Together with a group of artists known as the Morningview Painters, Fitzpatrick founded the Alabama Art League in the late 1920s. This led to the establishment of the Montgomery Museum of Fine Arts in Montgomery, Alabama in 1930. He sat on its original Board of Trustees and helped develop its permanent collection. Some of his work is still exhibited there. He also taught painting and served as director of the Montgomery Museum Art School. In 1938 and 1939, he was commissioned by the federal government as part of the Public Works of Art Project to produce paintings, including murals inside the newly constructed post offices in the towns of Ozark, Alabama titled Early Industry of Dale County and in Phenix City, Alabama titled Cotton.

In 1933, Fitzpatrick co-founded the Dixie Art Colony with Sallie B. Carmichael and her daughter Warree Carmichael LeBron. The idea was to establish an artist colony to paint and train burgeoning artists in the South. From 1937, they met at Poka Hutchi ("gathering of picture writers" in Creek Indian parlance), a small cabin on Lake Jordan. Later, Frank W. Applebee, the Chair of the School of Art and Architecture at Auburn University and a painter, joined the colony, as did Genevieve Southerland, Anne Wilson Goldthwaite and Lamar Dodd (1909-1996). The colony last met in 1948.
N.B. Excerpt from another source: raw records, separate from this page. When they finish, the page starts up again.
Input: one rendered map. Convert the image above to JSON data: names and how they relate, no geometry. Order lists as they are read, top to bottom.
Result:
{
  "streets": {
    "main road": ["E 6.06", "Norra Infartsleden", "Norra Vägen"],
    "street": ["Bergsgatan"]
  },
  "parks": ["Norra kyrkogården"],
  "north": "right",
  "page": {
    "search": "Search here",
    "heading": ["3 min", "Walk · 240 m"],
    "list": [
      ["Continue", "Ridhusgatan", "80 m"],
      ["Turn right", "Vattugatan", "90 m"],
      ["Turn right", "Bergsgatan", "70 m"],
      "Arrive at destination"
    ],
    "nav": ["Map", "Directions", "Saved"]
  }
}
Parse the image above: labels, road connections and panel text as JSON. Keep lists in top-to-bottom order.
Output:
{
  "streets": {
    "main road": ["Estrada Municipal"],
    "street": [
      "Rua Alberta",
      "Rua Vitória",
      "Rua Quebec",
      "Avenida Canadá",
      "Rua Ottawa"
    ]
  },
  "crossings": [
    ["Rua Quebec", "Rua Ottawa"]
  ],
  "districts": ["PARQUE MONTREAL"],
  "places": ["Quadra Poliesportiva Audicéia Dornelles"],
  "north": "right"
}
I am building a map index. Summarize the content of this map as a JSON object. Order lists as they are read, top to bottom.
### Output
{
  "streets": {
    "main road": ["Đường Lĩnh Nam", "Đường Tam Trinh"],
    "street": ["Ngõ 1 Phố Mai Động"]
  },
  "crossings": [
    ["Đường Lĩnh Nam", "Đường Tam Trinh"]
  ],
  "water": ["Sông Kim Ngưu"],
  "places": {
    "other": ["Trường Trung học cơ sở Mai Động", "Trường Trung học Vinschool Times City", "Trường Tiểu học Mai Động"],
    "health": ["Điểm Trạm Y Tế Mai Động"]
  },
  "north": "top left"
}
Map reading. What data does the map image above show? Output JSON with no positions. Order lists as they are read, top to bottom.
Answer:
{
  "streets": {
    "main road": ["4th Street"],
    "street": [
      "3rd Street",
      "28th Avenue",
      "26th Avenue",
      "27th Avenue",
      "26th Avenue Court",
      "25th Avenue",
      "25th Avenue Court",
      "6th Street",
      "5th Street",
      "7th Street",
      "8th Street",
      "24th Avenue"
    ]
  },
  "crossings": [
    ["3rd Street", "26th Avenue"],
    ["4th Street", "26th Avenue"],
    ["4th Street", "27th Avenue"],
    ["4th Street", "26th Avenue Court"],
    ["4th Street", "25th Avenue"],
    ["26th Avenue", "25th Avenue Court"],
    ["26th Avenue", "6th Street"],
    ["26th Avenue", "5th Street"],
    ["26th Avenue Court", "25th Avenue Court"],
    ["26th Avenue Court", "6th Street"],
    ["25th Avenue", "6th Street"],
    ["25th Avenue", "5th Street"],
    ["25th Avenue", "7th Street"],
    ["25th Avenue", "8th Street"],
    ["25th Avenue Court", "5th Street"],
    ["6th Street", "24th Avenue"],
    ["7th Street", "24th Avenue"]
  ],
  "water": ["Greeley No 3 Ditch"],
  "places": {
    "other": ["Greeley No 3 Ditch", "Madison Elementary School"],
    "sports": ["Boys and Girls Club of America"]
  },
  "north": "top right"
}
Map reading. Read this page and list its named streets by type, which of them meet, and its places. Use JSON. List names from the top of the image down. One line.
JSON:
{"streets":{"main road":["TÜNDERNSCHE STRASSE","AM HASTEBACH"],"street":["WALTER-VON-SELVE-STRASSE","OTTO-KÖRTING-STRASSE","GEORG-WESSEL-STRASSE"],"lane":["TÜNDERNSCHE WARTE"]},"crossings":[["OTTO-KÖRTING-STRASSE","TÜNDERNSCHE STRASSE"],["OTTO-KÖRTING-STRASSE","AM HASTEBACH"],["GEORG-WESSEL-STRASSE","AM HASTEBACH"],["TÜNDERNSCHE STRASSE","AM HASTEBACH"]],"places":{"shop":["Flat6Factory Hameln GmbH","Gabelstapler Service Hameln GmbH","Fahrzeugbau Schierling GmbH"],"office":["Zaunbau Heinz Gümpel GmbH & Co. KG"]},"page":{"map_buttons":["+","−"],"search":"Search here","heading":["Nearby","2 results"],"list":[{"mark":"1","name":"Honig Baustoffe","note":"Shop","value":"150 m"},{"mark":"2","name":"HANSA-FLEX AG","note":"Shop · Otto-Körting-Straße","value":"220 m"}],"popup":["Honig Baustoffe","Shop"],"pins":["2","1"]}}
The John Kelly Fitzpatrick Gallery is in the City Administration Building in Wetumpka, Alabama. Additionally, some of his paintings can be found in the Montgomery Museum of Fine Arts and the Alabama Department of Archives and History in Montgomery as well as the Johnson Collection in Spartanburg, South Carolina and the Ogden Museum of Southern Art in New Orleans, Louisiana.

===Death===
He died of a heart attack on April 18, 1953. He was buried in the Wetumpka City Cemetery.

==Selected paintings==
- The Sugar Cane Mill (Montgomery, Alabama: Montgomery Museum of Fine Arts, 1933).
- Monday Morning (Montgomery, Alabama: Montgomery Museum of Fine Arts, 1934).
- Oat Fields (Spartanburg, South Carolina: The Johnson Collection, 1936).
- Jug Factory (Spartanburg, South Carolina: The Johnson Collection, 1937).
- Mules to Market (New Orleans, Louisiana: Ogden Museum of Southern Art, 1937).
- Harvest (Spartanburg, South Carolina: The Johnson Collection, 1941).
- Creek Indian Corn Dance (Montgomery, Alabama: Alabama Department of Archives and History, 1945).
- Hillbilly Barn Dance (Montgomery, Alabama: Alabama Department of Archives and History, 1945).
- Minuet (Montgomery, Alabama: Alabama Department of Archives and History, 1947).
- Swinging on the Grapevine (Montgomery, Alabama: Alabama Department of Archives and History, 1948).

==Secondary sources==
- John Kelly Fitzpatrick: Retrospective Exhibition (Montgomery, Alabama: Montgomery Museum of Fine Arts, 1970).
- A Symphony of Color: The World of Kelly Fitzpatrick (Montgomery: Montgomery Museum of Fine Arts, 1991).
- Dixie Art Colony Foundation (Wetumpka: Dixie Art Colony Foundation, 2017).